Satisfaction score 4.67 is pretty good, right? RIGHT?

by Finn Patraic

When you buy through links on our site, we may earn a commission at no extra cost to you. However, this does not influence our evaluations.

Evaluation of stars or satisfaction score: what does the number mean?

Fictitious story. Imagine that you manage a transport service for people with disabilities, so that they can go and come back from the places they need to live a significant life. It is a service shared with limited seats and a limited pool of drivers. You even have an application for users to plan and monitor the rides.
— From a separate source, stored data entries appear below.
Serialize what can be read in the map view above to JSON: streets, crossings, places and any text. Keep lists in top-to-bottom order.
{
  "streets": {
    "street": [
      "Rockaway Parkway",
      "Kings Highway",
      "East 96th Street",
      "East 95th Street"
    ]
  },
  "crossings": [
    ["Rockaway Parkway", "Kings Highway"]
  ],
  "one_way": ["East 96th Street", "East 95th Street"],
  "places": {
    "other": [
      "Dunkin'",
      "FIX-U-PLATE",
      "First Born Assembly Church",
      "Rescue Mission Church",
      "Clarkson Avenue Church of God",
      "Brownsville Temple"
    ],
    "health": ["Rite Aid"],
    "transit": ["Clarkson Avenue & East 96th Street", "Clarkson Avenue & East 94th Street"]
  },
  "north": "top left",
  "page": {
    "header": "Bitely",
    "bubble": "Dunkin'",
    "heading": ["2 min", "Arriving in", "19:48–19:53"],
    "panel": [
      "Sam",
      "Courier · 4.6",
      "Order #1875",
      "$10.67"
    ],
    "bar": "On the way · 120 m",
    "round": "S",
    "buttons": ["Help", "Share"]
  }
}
You are focused on the data, so after each trip, the application encourages users to assess their drivers on a stars' rating scale according to their satisfaction score. You build a dashboard and watch this over time. The average amounts to 4.67. You initially set a global target of at least 4.3 and 4.6 as a stretching target. You beat your extensible goal! Yay. Simple: everything works well because the 4.67 satisfaction score is good enough, right? RIGHT?

It depends

Well, “the devil is in detail”, as some say … humans are complex. Two people can examine the same question, the same context, the same everything, while reaching a different interpretation. Not to mention artificial intelligence (AI). The ingredients are all there. However, something is disabled …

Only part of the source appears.